To do —
Out of the entries that follow, copy each line containing "solid".

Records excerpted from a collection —
* * *

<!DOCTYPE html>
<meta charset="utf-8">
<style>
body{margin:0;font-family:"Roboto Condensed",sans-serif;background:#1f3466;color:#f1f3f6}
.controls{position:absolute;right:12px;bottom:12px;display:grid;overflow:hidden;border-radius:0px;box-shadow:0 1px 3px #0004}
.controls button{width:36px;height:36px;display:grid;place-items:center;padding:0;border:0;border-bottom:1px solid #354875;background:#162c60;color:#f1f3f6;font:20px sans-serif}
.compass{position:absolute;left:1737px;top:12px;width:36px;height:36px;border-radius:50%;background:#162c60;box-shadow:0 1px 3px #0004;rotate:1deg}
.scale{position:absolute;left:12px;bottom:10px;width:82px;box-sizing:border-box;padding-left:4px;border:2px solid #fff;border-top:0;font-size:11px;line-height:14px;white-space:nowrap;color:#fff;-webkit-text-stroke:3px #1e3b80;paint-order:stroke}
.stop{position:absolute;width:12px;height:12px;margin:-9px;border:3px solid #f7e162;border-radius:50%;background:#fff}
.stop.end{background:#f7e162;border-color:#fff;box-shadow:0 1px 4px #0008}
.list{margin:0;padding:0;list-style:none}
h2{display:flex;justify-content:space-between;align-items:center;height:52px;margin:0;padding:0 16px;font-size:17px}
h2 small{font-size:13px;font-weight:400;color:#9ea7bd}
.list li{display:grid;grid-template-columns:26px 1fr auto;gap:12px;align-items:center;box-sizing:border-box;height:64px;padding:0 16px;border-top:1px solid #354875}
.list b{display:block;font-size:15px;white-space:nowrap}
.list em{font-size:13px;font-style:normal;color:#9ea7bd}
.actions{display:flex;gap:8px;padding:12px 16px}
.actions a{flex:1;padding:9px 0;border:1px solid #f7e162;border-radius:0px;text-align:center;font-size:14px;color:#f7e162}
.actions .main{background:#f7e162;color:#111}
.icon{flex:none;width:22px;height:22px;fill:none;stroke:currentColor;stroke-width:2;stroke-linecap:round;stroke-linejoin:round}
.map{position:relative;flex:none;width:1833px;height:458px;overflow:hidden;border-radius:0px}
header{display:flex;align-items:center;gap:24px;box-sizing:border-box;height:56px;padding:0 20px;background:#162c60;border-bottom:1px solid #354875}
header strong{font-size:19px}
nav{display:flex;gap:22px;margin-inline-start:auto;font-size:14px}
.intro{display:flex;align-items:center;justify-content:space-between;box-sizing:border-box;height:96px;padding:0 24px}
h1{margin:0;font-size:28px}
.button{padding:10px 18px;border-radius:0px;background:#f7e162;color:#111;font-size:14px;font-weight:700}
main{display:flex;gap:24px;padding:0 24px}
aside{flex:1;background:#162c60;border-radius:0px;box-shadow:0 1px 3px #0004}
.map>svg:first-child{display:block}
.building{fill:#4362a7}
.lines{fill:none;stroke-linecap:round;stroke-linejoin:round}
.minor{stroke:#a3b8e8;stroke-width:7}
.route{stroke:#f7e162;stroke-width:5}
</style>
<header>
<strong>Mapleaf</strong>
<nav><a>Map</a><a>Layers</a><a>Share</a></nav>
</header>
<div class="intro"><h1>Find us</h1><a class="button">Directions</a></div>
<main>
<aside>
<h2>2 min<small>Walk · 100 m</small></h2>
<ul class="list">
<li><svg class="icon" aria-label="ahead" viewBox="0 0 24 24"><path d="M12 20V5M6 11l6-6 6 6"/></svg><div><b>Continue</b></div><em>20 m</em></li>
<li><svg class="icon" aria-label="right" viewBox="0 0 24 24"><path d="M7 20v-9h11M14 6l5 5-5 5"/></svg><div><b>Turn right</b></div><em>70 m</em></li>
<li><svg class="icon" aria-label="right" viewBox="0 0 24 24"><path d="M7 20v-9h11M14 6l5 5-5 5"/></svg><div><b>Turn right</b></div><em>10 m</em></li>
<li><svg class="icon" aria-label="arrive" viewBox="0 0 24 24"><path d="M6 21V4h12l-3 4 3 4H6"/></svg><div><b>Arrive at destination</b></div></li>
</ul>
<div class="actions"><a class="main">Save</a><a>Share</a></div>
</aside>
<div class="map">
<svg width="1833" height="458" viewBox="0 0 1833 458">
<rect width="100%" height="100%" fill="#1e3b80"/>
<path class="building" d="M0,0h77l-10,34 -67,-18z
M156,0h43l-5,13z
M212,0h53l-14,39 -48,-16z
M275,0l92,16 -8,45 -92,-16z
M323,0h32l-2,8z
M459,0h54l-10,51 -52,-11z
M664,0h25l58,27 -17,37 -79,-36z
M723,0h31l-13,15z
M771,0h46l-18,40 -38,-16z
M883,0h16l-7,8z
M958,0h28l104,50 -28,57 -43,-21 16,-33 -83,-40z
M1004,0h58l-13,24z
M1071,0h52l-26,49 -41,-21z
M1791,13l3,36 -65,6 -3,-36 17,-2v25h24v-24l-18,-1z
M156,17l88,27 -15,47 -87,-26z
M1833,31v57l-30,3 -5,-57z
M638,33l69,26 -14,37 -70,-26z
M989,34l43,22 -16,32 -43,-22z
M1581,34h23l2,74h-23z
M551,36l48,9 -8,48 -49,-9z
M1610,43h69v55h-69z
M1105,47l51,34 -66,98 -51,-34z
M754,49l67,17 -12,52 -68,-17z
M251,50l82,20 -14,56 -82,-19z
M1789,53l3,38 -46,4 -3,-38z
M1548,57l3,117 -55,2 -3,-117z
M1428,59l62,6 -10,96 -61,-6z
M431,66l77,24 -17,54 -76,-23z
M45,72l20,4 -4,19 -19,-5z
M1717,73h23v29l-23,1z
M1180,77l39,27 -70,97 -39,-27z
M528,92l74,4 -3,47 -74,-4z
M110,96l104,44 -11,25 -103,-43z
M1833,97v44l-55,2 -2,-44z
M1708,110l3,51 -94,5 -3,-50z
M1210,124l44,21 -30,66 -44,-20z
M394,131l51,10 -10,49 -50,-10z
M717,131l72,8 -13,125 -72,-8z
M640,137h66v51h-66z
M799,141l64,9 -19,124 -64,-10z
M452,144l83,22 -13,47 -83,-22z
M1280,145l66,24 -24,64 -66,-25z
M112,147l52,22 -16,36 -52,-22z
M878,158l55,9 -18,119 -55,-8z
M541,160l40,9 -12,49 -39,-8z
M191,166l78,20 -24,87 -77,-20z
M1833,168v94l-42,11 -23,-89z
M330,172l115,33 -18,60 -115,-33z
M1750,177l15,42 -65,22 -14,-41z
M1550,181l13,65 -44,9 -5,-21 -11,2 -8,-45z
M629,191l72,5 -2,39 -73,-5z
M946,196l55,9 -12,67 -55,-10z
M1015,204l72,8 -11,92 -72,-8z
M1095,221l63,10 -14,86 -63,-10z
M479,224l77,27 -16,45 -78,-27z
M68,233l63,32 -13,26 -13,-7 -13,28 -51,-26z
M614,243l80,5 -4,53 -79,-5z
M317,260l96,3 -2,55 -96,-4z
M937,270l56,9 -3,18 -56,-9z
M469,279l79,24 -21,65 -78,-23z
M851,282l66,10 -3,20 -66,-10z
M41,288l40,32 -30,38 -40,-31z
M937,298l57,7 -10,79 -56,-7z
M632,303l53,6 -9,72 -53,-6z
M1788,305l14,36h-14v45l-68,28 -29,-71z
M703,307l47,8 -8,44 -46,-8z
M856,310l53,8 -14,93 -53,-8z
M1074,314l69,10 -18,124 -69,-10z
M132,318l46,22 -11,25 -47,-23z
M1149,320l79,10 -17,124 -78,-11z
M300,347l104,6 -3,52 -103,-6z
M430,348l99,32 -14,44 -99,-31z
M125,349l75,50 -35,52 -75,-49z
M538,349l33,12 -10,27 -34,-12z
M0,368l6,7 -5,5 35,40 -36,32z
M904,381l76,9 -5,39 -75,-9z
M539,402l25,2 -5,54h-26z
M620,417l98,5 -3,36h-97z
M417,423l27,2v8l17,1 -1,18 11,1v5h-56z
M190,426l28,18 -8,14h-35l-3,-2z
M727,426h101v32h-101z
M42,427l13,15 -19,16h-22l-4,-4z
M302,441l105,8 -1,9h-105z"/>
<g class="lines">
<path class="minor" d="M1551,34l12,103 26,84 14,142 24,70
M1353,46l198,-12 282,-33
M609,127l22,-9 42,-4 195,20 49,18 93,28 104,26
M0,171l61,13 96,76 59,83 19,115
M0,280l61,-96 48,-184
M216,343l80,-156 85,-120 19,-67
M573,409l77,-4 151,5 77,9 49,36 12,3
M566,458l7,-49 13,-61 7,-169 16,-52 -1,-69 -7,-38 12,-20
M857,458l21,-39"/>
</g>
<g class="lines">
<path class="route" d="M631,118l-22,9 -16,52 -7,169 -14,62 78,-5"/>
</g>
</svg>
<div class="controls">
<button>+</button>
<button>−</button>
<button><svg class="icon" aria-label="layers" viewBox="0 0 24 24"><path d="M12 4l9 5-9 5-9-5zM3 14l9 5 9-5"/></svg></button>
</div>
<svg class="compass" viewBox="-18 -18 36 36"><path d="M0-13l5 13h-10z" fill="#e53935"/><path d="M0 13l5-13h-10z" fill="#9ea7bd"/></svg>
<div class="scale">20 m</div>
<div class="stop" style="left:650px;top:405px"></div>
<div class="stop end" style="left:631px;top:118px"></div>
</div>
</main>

* * *

Worked solution —
.controls button{width:36px;height:36px;display:grid;place-items:center;padding:0;border:0;border-bottom:1px solid #354875;background:#162c60;color:#f1f3f6;font:20px sans-serif}
.scale{position:absolute;left:12px;bottom:10px;width:82px;box-sizing:border-box;padding-left:4px;border:2px solid #fff;border-top:0;font-size:11px;line-height:14px;white-space:nowrap;color:#fff;-webkit-text-stroke:3px #1e3b80;paint-order:stroke}
.stop{position:absolute;width:12px;height:12px;margin:-9px;border:3px solid #f7e162;border-radius:50%;background:#fff}
.list li{display:grid;grid-template-columns:26px 1fr auto;gap:12px;align-items:center;box-sizing:border-box;height:64px;padding:0 16px;border-top:1px solid #354875}
.actions a{flex:1;padding:9px 0;border:1px solid #f7e162;border-radius:0px;text-align:center;font-size:14px;color:#f7e162}
header{display:flex;align-items:center;gap:24px;box-sizing:border-box;height:56px;padding:0 20px;background:#162c60;border-bottom:1px solid #354875}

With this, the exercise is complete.